-- Your task --
Type out the records that follow, exactly as given.

-- Input data --
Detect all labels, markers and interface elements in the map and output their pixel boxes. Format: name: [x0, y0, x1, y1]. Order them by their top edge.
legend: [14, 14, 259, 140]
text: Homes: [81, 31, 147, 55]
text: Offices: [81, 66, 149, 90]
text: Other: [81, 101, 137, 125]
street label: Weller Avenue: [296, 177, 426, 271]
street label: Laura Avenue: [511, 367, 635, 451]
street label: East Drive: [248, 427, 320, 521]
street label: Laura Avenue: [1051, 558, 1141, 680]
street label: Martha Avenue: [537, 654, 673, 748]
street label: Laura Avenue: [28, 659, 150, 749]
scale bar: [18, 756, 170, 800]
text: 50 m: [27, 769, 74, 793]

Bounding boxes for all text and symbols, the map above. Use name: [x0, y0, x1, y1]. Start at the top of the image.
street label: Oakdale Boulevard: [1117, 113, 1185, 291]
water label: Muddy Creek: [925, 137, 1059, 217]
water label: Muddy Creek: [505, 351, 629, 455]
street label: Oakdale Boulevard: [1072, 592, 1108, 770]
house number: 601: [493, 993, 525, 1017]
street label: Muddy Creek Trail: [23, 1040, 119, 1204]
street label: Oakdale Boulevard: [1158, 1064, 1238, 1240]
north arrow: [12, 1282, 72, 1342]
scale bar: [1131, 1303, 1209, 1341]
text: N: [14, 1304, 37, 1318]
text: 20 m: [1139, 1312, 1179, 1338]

-- Answer box --
Detect all labels, markers and interface elements in the map and output their pixel boxes. Format: name: [x0, y0, x1, y1]. Order them by their top edge.
legend: [14, 14, 259, 140]
text: Homes: [81, 31, 147, 55]
text: Offices: [81, 66, 149, 90]
text: Other: [81, 101, 137, 125]
street label: Weller Avenue: [296, 177, 426, 271]
street label: Laura Avenue: [511, 367, 635, 451]
street label: East Drive: [248, 427, 320, 521]
street label: Laura Avenue: [1051, 558, 1141, 680]
street label: Martha Avenue: [537, 654, 673, 748]
street label: Laura Avenue: [28, 659, 150, 749]
scale bar: [18, 756, 170, 800]
text: 50 m: [27, 769, 74, 793]

Bounding boxes for all text and symbols, the map above. Use name: [x0, y0, x1, y1]. Start at the top of the image.
street label: Oakdale Boulevard: [1117, 113, 1185, 291]
water label: Muddy Creek: [925, 137, 1059, 217]
water label: Muddy Creek: [505, 351, 629, 455]
street label: Oakdale Boulevard: [1072, 592, 1108, 770]
house number: 601: [493, 993, 525, 1017]
street label: Muddy Creek Trail: [23, 1040, 119, 1204]
street label: Oakdale Boulevard: [1158, 1064, 1238, 1240]
north arrow: [12, 1282, 72, 1342]
scale bar: [1131, 1303, 1209, 1341]
text: N: [14, 1304, 37, 1318]
text: 20 m: [1139, 1312, 1179, 1338]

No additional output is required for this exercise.